ROSH PINAH – In spite of the health ministry’s report that the lead exposure at Rosh Pinah in the //Kharas region “was not a health issue”, a local doctor is alarmed at the sudden increase in cases of lead exposure.
Dr Curt Dausab of the mining town’s Sidadi Private Clinic said stakeholders should move away from confirming or denying chronic lead exposure amongst adults and children, but rather discuss solutions to mitigate the serious health threat.
“I have to date tested more than 200 possible cases of lead exposure in people’s blood levels and I am worried by the fact that most of the children normally test positive,” he told New Era at Rosh Pinah in the //Kharas region earlier this week.
The medical practitioner said the level has risen significantly from the 22 cases reported previously in a local newspaper. Dausab cautioned that since lead can be exposed in the human body through air (inhaling), ground (be in touch with lead particles) and water, all stakeholders should rather do testing in all three possible areas rather than concentrating only on one (water).
He added that children who tested positive are the ones who will suffer the most damaging effects when grown up, which will include a significant decrease in their intelligence quotient (IQ) levels at a later stage, disadvantaging their chance of becoming productive citizens in the future.
“I am sitting right now with a one-year-old baby I treated, and the toddler’s blood lead levels are starting to increase instead of decreasing,” he informed this reporter with concern.
Dausab continued that medical experts and technocrats from both the health ministry, Trevali Mining Corporation (previously known as Rosh Pinah Zinc Mine) as well as local and international private health service providers and governing bodies should meet as a matter of urgency, and work out plans how to treat and heal those affected as well as how to prevent further chronic exposures.
“The question now will be: how did the mine, operating for 54 years, not detect and report such exposures?
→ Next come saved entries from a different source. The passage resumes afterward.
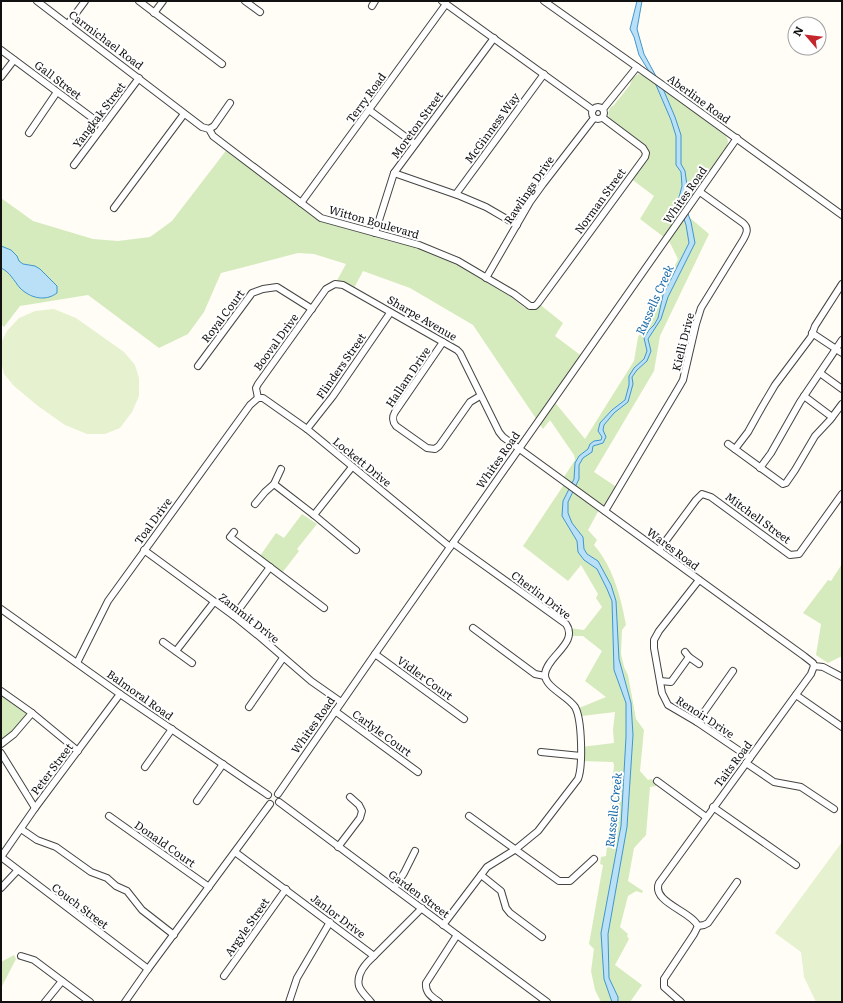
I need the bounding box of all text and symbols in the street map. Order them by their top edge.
street label: Carmichael Road [66,6,147,73]
north arrow [787,16,827,56]
text: N [788,23,807,39]
street label: Gall Street [32,56,86,103]
street label: Terry Road [342,69,389,126]
street label: Aberline Road [665,70,735,127]
street label: Yangkak Street [68,78,129,151]
street label: Moreton Street [386,87,446,161]
street label: McGinness Way [460,88,523,166]
street label: Rawlings Drive [499,152,557,227]
street label: Whites Road [659,162,710,226]
street label: Norman Street [570,164,629,237]
street label: Witton Boulevard [327,200,422,242]
water label: Russells Creek [631,261,678,338]
street label: Royal Court [197,285,248,345]
street label: Sharpe Avenue [385,291,461,344]
street label: Booval Drive [249,309,302,373]
street label: Kielli Drive [667,311,697,373]
street label: Flinders Street [311,329,369,402]
street label: Hallam Drive [381,343,434,410]
street label: Whites Road [472,427,523,491]
street label: Lockett Drive [330,433,395,490]
street label: Mitchell Street [722,488,795,547]
street label: Toal Drive [130,493,175,547]
street label: Wares Road [644,523,703,573]
street label: Cherlin Drive [508,566,575,622]
street label: Zammit Drive [216,588,284,646]
street label: Vidler Court [394,651,457,703]
street label: Balmoral Road [104,665,177,723]
street label: Renoir Drive [673,691,738,741]
street label: Whites Road [287,692,338,756]
street label: Carlyle Court [350,705,416,760]
street label: Taits Road [709,737,755,790]
street label: Peter Street [26,739,76,798]
water label: Russells Creek [600,771,626,848]
street label: Donald Court [132,816,200,870]
street label: Garden Street [386,865,454,921]
street label: Couch Street [49,879,113,932]
street label: Janlor Drive [308,889,370,941]
street label: Argyle Street [220,893,273,959]

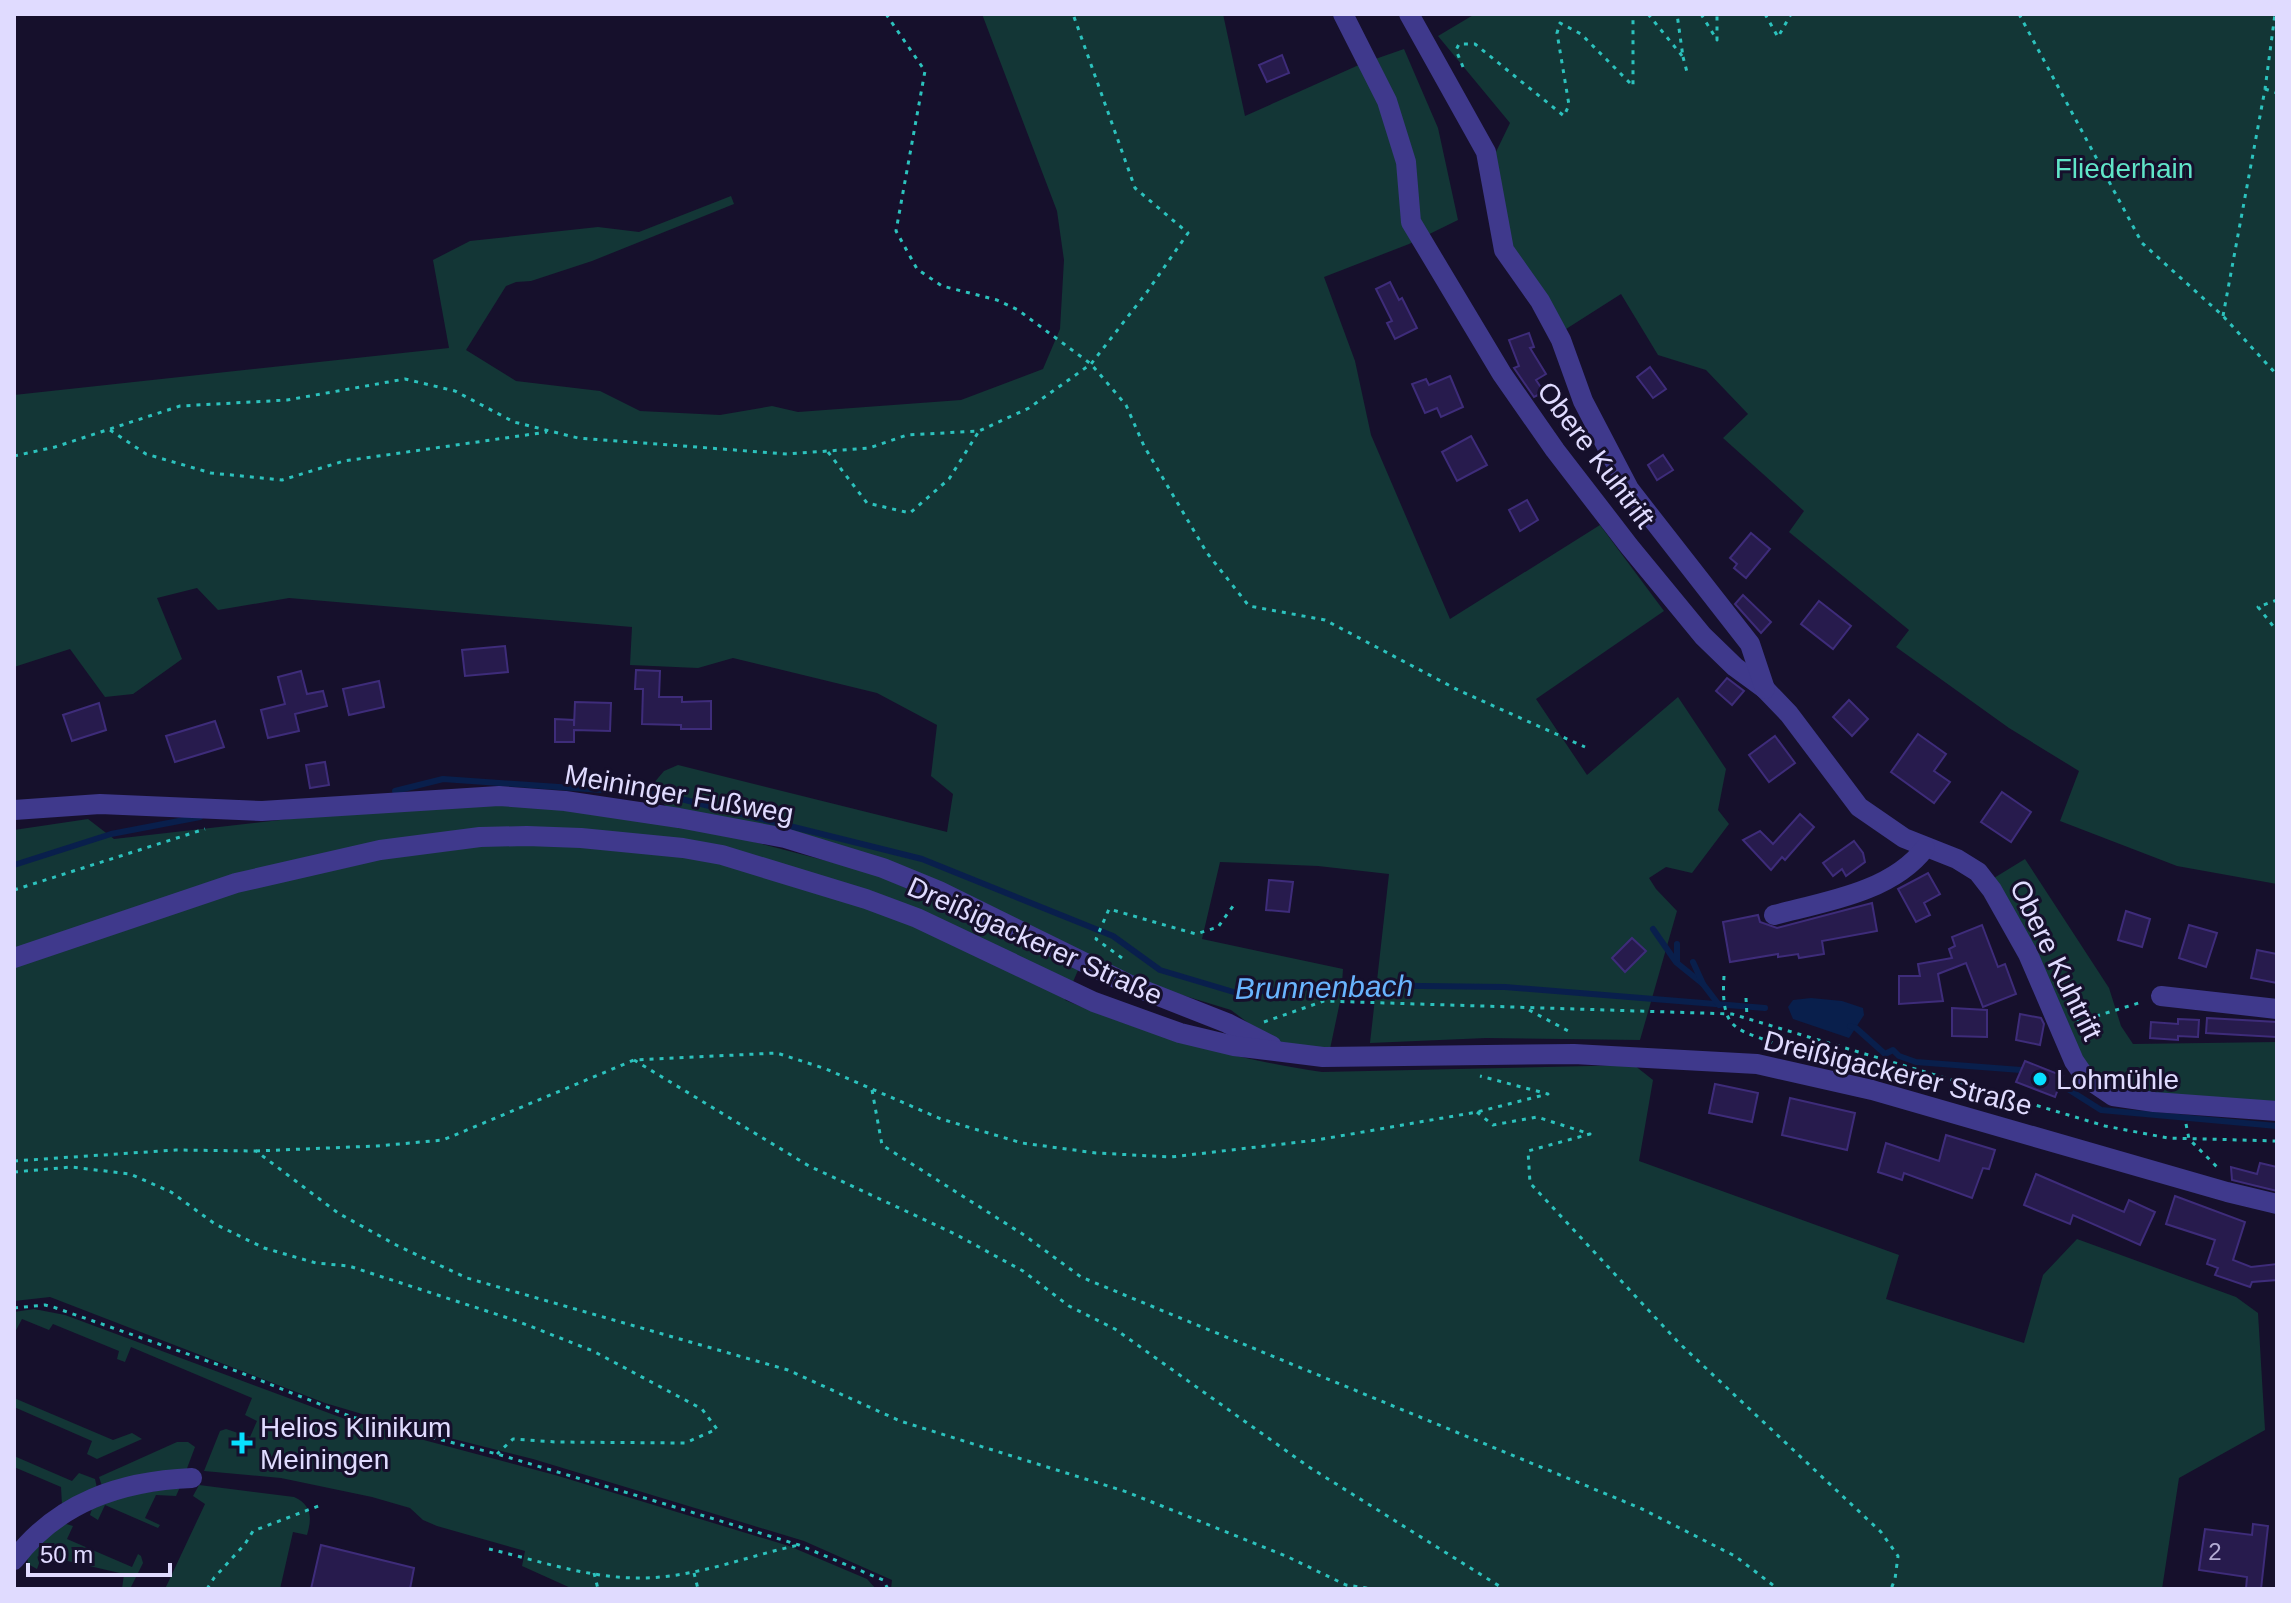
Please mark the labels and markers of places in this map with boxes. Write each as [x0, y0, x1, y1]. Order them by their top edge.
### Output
place label: Lohmühle [2056, 1064, 2179, 1095]
marker: Lohmühle [2031, 1070, 2049, 1088]
place label: Helios Klinikum Meiningen [260, 1412, 451, 1475]
marker: Helios Klinikum Meiningen [231, 1432, 253, 1454]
But equally, the mine’s management may question what the public and private health sectors have done so far after discovering these infections through medical laboratories’ results,” he argued.
The medical doctor also explained chronic lead exposure in the human body, as opposed to acute exposure, as the more fatal one as it can hide in your body’s bones for 10-30 years before being discovered. In terms of chronic ones, normally appearing in adults, it can be easily detected as effects range from seizures, physical appearance, and comas.
Dausab said: “In my personal opinion, you can treat children with chronic lead exposure, but as long as they are not removed from the area where they picked it up, chances are small for recovery”.
A professional source who preferred anonymity ruled out water supplied by NamWater as the cause, saying more severe cases should have been reported of residents being exposed.
“The main source of contamination might be that the wind blows dust from the mining waste dumpsite outside town, which may contain lead particles that can be exposed especially to toddlers playing at home,” the source explained.
Mineworkers at Trevali working in the underground tunnels might thus also have inhaled lead fumes.
Like Dausab, the source said the lead-containing blood levels in humans can be reduced if affected ones are moved from areas of possible exposure. “Like alcohol, some people may not experience the same effects when exposed to different levels of lead,” the source stated. Furthermore, it is imperative that mineworkers at Trevali who might likely be exposed to lead, be constantly tested.
The health ministry has discovered that lead exposure reported in children at Rosh Pinah does not pose any health risks. Spokesperson Walter Kamanya said after an investigation was concluded, the ministry discovered that the exposure “was not a health issue’’. In the same article, Mines and Energy Minister Tom Alweendo has been reported as assuring the nation that his ministry and relevant stakeholders were engaged in a process to address concerns over lead exposure in children at the southern mining town.
Questions pertaining to the lead exposure issue sent to Trevali Mining Corporation remained unanswered at the time of going to press.